■ **DATA SUPPLIED**:
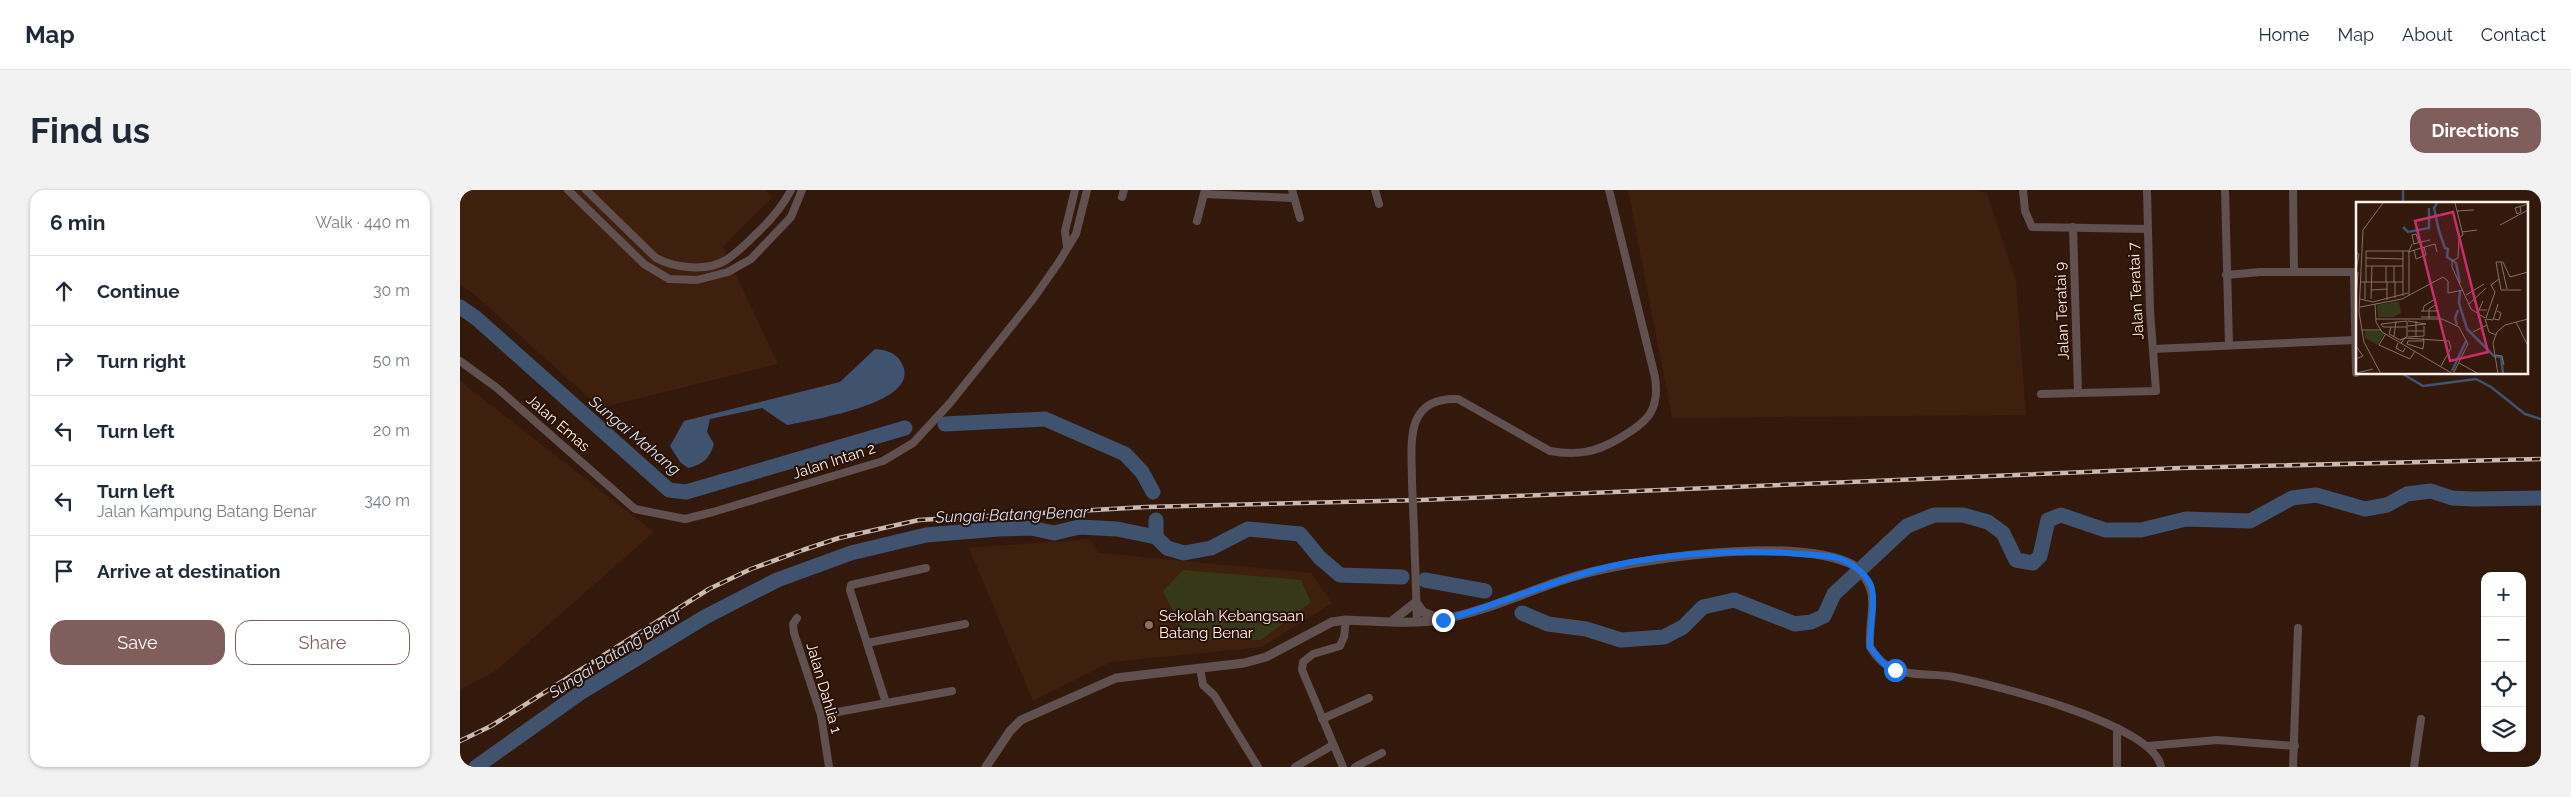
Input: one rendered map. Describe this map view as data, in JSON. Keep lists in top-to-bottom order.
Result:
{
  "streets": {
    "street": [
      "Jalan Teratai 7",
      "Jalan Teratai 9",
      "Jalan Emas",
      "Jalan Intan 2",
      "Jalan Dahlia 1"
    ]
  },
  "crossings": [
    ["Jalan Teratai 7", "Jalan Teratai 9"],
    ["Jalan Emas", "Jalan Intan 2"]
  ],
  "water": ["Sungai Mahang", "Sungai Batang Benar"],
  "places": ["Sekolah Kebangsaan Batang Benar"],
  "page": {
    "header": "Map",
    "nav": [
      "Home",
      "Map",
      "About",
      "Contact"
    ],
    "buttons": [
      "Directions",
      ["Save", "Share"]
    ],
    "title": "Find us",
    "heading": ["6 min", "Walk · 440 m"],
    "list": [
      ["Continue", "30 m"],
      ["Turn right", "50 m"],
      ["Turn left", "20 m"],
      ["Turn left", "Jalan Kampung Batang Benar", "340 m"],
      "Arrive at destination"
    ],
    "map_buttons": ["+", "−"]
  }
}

■ **TASK TO COMPLETE**:
From the entries, find how many lines contain "Benar" and give the number alone.

■ **EXERCISE RESULT**:
3